In July of 1985, an incredible, joint undertaking emerged when scientists from the Woods Hole Oceanographic Institute and the French agency, Ifemer, led a mission and discovered RMS Titanic.
Two years later, John Joslyn co-led a six-million-dollar expedition to the site of the sinking. This historic expedition was the first to recover and restore artifacts from the ocean floor. In order to recover these artifacts, John and his team of scientific and salvage experts successfully completed 33 dives to Titanic’s final resting place in the North Atlantic to 12,500 feet in the “Nautile”, the twenty-million-dollar French institute’s deep-diving submersible. This is the greatest number of deep-sea dives ever completed for any televised project.

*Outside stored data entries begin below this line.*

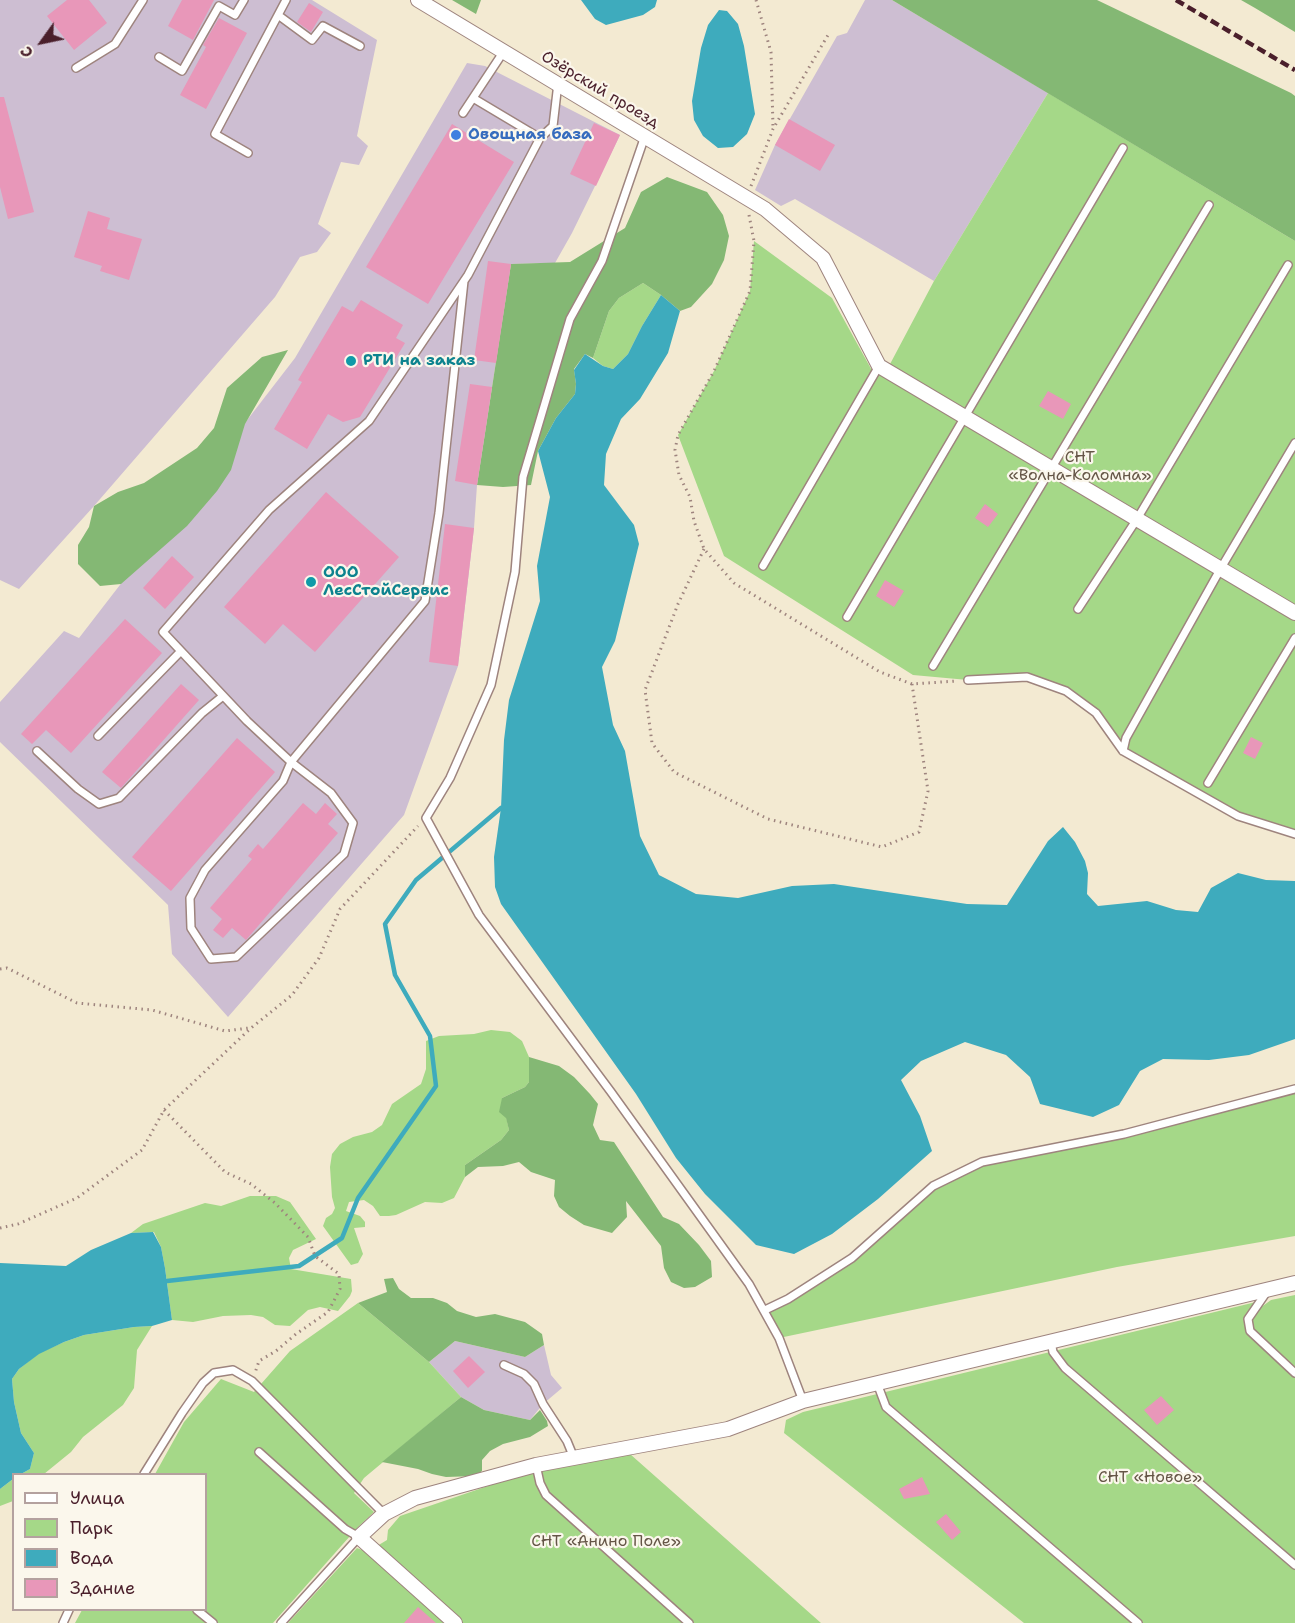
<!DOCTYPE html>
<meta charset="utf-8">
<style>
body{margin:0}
#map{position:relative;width:1295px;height:1623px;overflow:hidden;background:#f3ead2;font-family:"Shantell Sans",sans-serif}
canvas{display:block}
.legend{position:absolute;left:12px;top:1473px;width:195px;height:138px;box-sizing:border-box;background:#fbf7ec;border:2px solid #b4a19f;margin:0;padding:8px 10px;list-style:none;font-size:18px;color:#4a1f2b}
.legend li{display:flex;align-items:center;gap:12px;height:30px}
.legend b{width:30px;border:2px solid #b4a19f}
.north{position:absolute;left:12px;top:12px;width:60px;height:60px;-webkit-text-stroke:4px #fbf7ec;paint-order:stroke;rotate:237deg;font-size:16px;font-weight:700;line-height:24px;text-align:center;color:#4a1f2b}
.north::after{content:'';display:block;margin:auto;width:21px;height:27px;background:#4a1f2b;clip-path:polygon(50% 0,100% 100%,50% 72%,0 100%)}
</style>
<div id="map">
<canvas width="1295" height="1623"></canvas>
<ul class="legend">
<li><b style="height:8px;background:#fff"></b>Улица</li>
<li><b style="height:16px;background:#a5d888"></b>Парк</li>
<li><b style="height:16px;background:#3eabbd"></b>Вода</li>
<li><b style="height:16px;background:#e897b9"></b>Здание</li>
</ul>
<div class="north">С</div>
</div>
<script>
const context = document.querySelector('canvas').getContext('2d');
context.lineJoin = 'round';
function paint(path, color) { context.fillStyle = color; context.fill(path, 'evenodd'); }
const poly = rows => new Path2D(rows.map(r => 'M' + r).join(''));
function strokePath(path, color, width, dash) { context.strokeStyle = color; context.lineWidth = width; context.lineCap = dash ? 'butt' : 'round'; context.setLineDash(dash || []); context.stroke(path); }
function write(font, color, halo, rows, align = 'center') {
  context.font = font + ' "Shantell Sans",sans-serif'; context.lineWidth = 4.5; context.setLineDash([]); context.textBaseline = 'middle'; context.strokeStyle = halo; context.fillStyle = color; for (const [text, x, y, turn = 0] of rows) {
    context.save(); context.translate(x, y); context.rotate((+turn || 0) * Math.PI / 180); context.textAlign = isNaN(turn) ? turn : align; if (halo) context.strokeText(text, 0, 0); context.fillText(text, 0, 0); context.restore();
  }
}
const industrial = poly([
 [0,0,312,0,377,40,357,136,368,146,359,165,341,162,318,224,331,233,317,252,300,257,275,297,94,506,19,589,0,580],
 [865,0,892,0,1048,93,934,281,795,199,781,206,755,190,775,145,837,36,847,33],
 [467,63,485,66,620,135,572,233,555,263,511,264,477,485,474,528,458,666,404,815,228,1017,172,954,168,905,0,742,0,702,64,631,79,638,295,358],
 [455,1341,525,1357,544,1345,551,1375,562,1388,543,1404,530,1420,484,1410,461,1397,429,1362]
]);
const green = poly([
 [1048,93,1295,241,1295,834,1238,816,1124,751,1096,713,1066,691,1027,677,968,680,913,675,724,556,678,435,714,371,750,291,754,241,832,298,875,376,889,366,934,281],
 [643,283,661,295,642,326,628,354,613,369,603,366,593,358,609,311,619,298],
 [491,1030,510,1032,522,1041,529,1057,529,1082,525,1087,502,1098,509,1130,501,1140,465,1165,465,1177,454,1198,442,1203,425,1202,396,1215,389,1216,380,1216,373,1206,364,1200,349,1202,346,1211,360,1216,365,1222,365,1227,354,1228,363,1254,358,1263,351,1265,323,1226,326,1218,332,1214,335,1208,332,1197,330,1167,332,1154,340,1144,353,1137,372,1132,382,1125,392,1104,421,1084,426,1069,426,1041,439,1036,474,1034],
 [1295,1089,1295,1236,1117,1267,779,1338,765,1310,852,1258,933,1186,982,1162,1124,1134],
 [250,1196,276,1196,290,1202,316,1239,293,1250,289,1258,291,1269,351,1279,352,1291,350,1296,338,1311,320,1307,308,1310,290,1326,275,1325,263,1317,251,1315,223,1316,193,1322,172,1320,165,1268,161,1247,154,1232,131,1233,143,1224,205,1203,221,1206],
 [1295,1295,1295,1623,1024,1623,784,1433,786,1420,803,1412,1256,1302,1260,1308,1271,1300],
 [358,1303,429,1362,461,1397,364,1478,354,1493,374,1512,358,1527,273,1623,75,1623,82,1610,206,1610,206,1474,155,1474,184,1422,221,1379,254,1392,290,1351],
 [152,1326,137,1350,134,1388,123,1405,83,1437,71,1452,44,1474,21,1474,30,1469,34,1453,21,1433,14,1402,12,1379,19,1369,39,1353,64,1342,84,1335,134,1327],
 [630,1454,821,1623,288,1623,357,1548,367,1552,387,1540,388,1530,400,1516,529,1472],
 [13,1479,13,1501,0,1506,0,1489]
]);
const forest = poly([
 [452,0,481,0,476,14],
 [892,0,1097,0,1291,93,1295,96,1295,241],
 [1241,0,1295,0,1295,32,1255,8],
 [667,177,707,192,723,215,729,236,724,260,712,284,691,307,680,311,661,295,643,283,619,298,609,311,593,358,585,354,574,369,576,384,575,394,556,418,538,451,531,485,503,487,477,485,511,264,570,262,625,228,641,192],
 [288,350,245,424,231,470,217,491,187,526,121,584,100,586,78,564,78,545,89,527,94,506,118,492,144,483,197,448,214,428,227,388,262,357],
 [529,1057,559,1066,574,1077,590,1094,598,1104,593,1125,600,1140,614,1142,663,1217,679,1224,699,1245,711,1261,712,1277,695,1287,684,1288,671,1282,664,1268,661,1246,626,1201,627,1217,612,1233,584,1225,570,1216,559,1207,554,1196,555,1180,531,1172,519,1162,503,1166,478,1167,465,1177,465,1165,501,1140,509,1130,506,1118,499,1112,502,1098,525,1087,529,1082],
 [393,1278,399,1289,411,1298,433,1298,447,1303,457,1311,476,1317,495,1314,525,1322,542,1334,544,1345,525,1357,455,1341,429,1362,358,1303,387,1292,384,1279],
 [461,1397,484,1410,530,1420,540,1410,547,1421,548,1426,530,1437,503,1444,490,1451,482,1460,482,1471,475,1476,446,1477,432,1474,418,1469,382,1462]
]);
const water = poly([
 [581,0,657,0,655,7,643,15,606,25,595,19],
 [719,10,727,11,738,24,744,46,755,114,747,134,733,147,718,148,703,136,694,120,692,101,701,48,708,25],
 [661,295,680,311,668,353,640,399,621,419,606,454,604,485,634,525,639,544,615,641,602,667,613,725,625,751,640,836,659,875,696,894,738,898,792,886,834,884,967,904,1007,905,1048,841,1063,827,1075,842,1085,861,1088,873,1087,894,1098,906,1147,901,1176,910,1198,912,1211,888,1238,873,1266,880,1295,881,1295,1039,1249,1055,1209,1060,1163,1059,1140,1071,1119,1105,1093,1117,1040,1104,1030,1077,1006,1055,965,1042,921,1061,901,1080,920,1116,932,1151,878,1199,832,1234,794,1254,756,1245,705,1194,676,1158,636,1094,501,904,495,887,494,857,501,808,504,740,509,700,540,601,537,566,550,497,538,451,556,418,575,394,576,384,574,370,585,354,603,366,613,369,628,354,642,326],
 [153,1232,161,1247,165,1268,172,1320,152,1326,134,1327,84,1335,64,1342,39,1354,19,1369,12,1379,14,1402,21,1433,34,1453,30,1469,21,1474,14,1474,13,1479,0,1489,0,1263,66,1266,91,1250,131,1233]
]);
const stream = poly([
 [167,1281,299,1266,342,1238,358,1198,436,1086,430,1036,395,975,385,924,416,880,501,808]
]);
const building = poly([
 [67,0,89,0,107,23,74,50,47,16],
 [182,0,214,0,193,40,168,26],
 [309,3,323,12,311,32,297,22],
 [219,18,247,33,206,109,180,95,206,47,203,45],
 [0,97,4,97,34,212,8,219,0,187],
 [789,119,835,145,820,171,775,145],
 [594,123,620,135,596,186,570,174],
 [452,124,514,162,428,304,366,267],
 [88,211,110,218,107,229,142,239,129,280,100,271,102,266,74,257],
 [488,261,511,264,496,363,474,360],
 [361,300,403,325,396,338,405,343,360,417,343,422,328,414,307,449,274,429,302,382,298,380,342,306,353,312],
 [470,384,492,387,477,485,455,481],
 [1048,391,1071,404,1063,419,1039,406],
 [326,492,399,557,315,652,283,624,265,644,224,607],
 [985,504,998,514,988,527,975,518],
 [445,524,474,528,458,666,429,662],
 [172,556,194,577,165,609,143,588],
 [885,580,904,591,894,607,876,596],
 [125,619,162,653,71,753,46,730,32,744,21,734],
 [181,684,199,700,121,788,102,772],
 [1251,737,1263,743,1255,759,1243,753],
 [237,738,275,772,171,891,132,857],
 [303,803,316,814,325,803,337,814,328,824,338,833,246,940,232,928,223,938,213,930,222,919,210,908,252,859,248,856,258,844,263,849],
 [469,1356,485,1372,468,1388,453,1371],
 [1161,1396,1174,1410,1157,1425,1144,1410],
 [922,1477,930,1494,904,1499,899,1489],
 [946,1514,961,1532,952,1540,936,1522],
 [418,1607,436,1623,404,1623]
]);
const path = poly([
 [756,0,771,52,773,127],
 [751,186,773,129,828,35],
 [749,215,754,241,750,291,714,371,678,435,675,450,679,475,690,497,694,521,704,549,734,583,880,672,912,684,957,681],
 [704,549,678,604,645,690,652,743,674,772,768,819,882,847,919,832,928,791,912,684],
 [0,969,7,968,77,1003,152,1010,225,1031,249,1028],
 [164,1110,225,1172,251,1184,275,1203,308,1237,315,1256,339,1274,340,1289,328,1312,296,1334,276,1351,259,1361,255,1373],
 [0,1228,18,1224,77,1198,142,1150,164,1110,251,1028,292,995,319,958,340,909,418,826]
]);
const lane = poly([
 [278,15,312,40,323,26,360,46],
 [159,57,182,71,219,6,235,15,244,0],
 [76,68,115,44,143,0],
 [473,98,540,138,553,126,558,83],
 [463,113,504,51],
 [645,136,602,261,570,319,523,477,515,572,491,685,450,778,426,818,479,915,611,1092,749,1284,779,1338,803,1401],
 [248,153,215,134,286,0],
 [464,281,439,513,425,601,291,762,331,793,353,823,344,854,236,957,211,959,191,928,190,898,205,870,283,781,291,762,247,721,163,632,269,510,369,421,468,275,540,138],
 [763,566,879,366],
 [1078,609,1137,519,1288,265],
 [847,617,1123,148],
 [933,666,1209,205],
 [968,680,1027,677,1066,691,1096,713,1123,751,1238,816,1295,834],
 [98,736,181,651],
 [37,751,78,789,99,804,119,798,202,713,223,696],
 [1123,751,1126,738,1221,568,1295,443],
 [1208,783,1295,638],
 [1268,1290,1248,1319,1250,1331,1295,1373],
 [765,1310,788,1299,852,1258,933,1186,982,1162,1124,1134,1295,1089],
 [1051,1342,1053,1352,1065,1368,1295,1565],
 [504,1365,524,1374,534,1384,543,1404,567,1441,574,1458],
 [877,1383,886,1407,1138,1623],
 [259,1452,345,1529,359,1537,281,1623],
 [536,1465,540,1483,546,1495,689,1623],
 [144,1474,182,1413,203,1383,214,1373,233,1370,252,1381,384,1514],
 [197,1610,213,1623],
 [63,1623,69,1610]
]);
const street = poly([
 [418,0,765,209,823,258,879,366,1295,613],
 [455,1623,359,1537,384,1514,415,1498,536,1465,728,1429,803,1401,1295,1283]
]);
const rail = poly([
 [1176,0,1295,70]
]);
const markers = [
 [456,135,6,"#3f7fe0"],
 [351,361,6,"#0f9aa8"],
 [311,582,6,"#0f9aa8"]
];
const streetNames = [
 ["Озёрский проезд",600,90,31]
];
const shopNames = [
 ["Овощная база",468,135]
];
const cultureNames = [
 ["РТИ на заказ",363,361],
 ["ООО",323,573],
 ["ЛесСтойСервис",323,591]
];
const parkNames = [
 ["СНТ",1080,458],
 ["«Волна-Коломна»",1080,476],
 ["СНТ «Новое»",1150,1478],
 ["СНТ «Анино Поле»",606,1542]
];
paint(industrial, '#cdbed2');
paint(green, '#a5d888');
paint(forest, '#84b874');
paint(water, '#3eabbd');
strokePath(stream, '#3eabbd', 4.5);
paint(building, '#e897b9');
strokePath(lane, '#9e847e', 10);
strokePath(street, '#9e847e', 16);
strokePath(path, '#9e847e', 3, [1.5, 4.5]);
strokePath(lane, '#fff', 7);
strokePath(street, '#fff', 14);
strokePath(rail, '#4a1f2b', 4.5, [9, 4.5]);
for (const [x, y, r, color] of markers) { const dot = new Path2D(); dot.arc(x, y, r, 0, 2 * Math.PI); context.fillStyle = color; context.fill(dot); strokePath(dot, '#fbf7ec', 2); }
write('16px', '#4a1f2b', '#fbf7ec', streetNames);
write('bold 16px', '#366cbe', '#fbf7ec', shopNames, 'left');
write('bold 16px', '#0d838f', '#fbf7ec', cultureNames, 'left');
write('16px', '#655647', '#fbf7ec', parkNames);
</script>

John describes standing on the slippery deck of the salvage ship as a thrilling adventure as he hovered more than 2.5 miles above the legendary vessel. The resulting television documentary produced by Joslyn, “Return to the Titanic...LIVE” shown in 27 countries worldwide in 1987 remains one of the highest-rated syndicated specials of all-time (seen by 22 million households in the U.S. alone).
During this time, Joslyn dreamed of creating a permanent Titanic museum attraction and twenty years later in 2006 John built the first permanent exhibit dedicated to RMS Titanic in Branson, and now, nestled amongst 5.6 acres, the next permanent ship is in Pigeon Forge, Tennessee.
John believed by offering a glimpse of life onboard this massive vessel that in turn Titanic’s passengers and crew would never be forgotten and generations to come would unite in discovering Titanic’s living theatre.
Embark on the adventure and join our crew as we educate, entertain, and inspire passengers as they imagine and experience what life might have been like sailing Titanic’s Maiden Voyage.